Adorned with a gorgeous black crest and a blue-tipped beak, the caracara is perhaps the most unique-looking raptor, not only in Costa Rica, but in the entire world. Despite being closely related to falcons, they are far larger, matching hawks and some eagles in size. It is a natural predator of many of the other birds here.
While toucans are well-known worldwide, the aracari (pronounced AR-ə-SAR-ee) with their serrated bills, unique color pattern and vivid fiery colors are less famous among their family, though their obscurity can hardly be attributed to lack of beauty.
Named for their plumage, which shifts gradually from bright green to a deep red right below the beak, these marvelous hummingbirds look like little rainbows in flight.
Despite its intimidating, powerful build, curassows typically eat only fruit and insects. That being said, these endangered birds can get very aggressive when threatened, and they can use their dinosaur-like physique to deadly effect. When trying to ward humans off, the great curassow will leap to great heights and attempt to rake the eyes.

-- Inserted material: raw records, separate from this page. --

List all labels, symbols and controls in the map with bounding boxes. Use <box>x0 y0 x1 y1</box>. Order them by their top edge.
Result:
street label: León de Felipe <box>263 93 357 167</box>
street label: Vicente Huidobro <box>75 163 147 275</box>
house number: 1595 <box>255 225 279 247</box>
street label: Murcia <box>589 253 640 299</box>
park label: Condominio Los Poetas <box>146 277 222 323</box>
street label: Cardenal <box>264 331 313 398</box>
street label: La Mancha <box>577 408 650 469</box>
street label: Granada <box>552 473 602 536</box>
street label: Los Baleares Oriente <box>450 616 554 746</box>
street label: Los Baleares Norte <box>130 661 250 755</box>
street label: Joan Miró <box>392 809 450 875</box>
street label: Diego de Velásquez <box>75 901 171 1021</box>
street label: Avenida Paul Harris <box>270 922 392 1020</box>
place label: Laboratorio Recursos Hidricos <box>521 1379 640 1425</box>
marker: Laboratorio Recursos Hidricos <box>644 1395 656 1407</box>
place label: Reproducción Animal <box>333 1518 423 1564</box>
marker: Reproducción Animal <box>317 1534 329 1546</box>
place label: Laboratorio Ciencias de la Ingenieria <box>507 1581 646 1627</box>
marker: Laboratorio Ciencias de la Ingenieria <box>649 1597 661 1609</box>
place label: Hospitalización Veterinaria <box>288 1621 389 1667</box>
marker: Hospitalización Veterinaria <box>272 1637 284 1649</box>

This unique bird is notable not only for its coloring, but also for its distinct song: the oropendola dips forward in a bowing display and makes a chattering sound that increases in volume and intensity. Their nests resemble sacks that hang from the tree branches, and because they are rather social, you'll find trees adorned with many such nests.
Another marvelous tropical raptor, the ornate hawk-eagle isn’t particularly large, but it’s a powerful hunter that can kill prey up to five times its own weight. It can be easily recognized due to the long crest growing at the back of its head. Juveniles' heads are almost entirely white and darken in shade as they grow up.
Every bit as majestic as its evocative name suggests, this is quite possibly the most beautiful bird in Central America. It has a bright metallic sheen, emerald-green plumage and a ruby-red breast, with males developing long, regal tail-feathers.
These night birds, so named for the white rings surrounding their eyes, don’t quite hoot. Their call has been likened rather to the sound of someone knocking on a door. The main function of this rapping call is to claim territory.
This zebra-headed waterfowl may look like a duck and a have a similar build to one, but it is actually more closely related to cranes. Rather like marsupials, the sungrebe has a pouch that allows it to carry its young within the folds of its skin.
This bird of prey joins the raptor beauty pageant with its striking black-and-white plumage and its signature V-shaped tail. While averaging at 1 lbs in weight, its wingspan can reach 4.5 feet.
Though somewhat less colorful than its fire-throated cousin, with its hooked bill, its deep, metallic purple plumage and translucent, dragonfly-like wings, it is every bit as beautiful.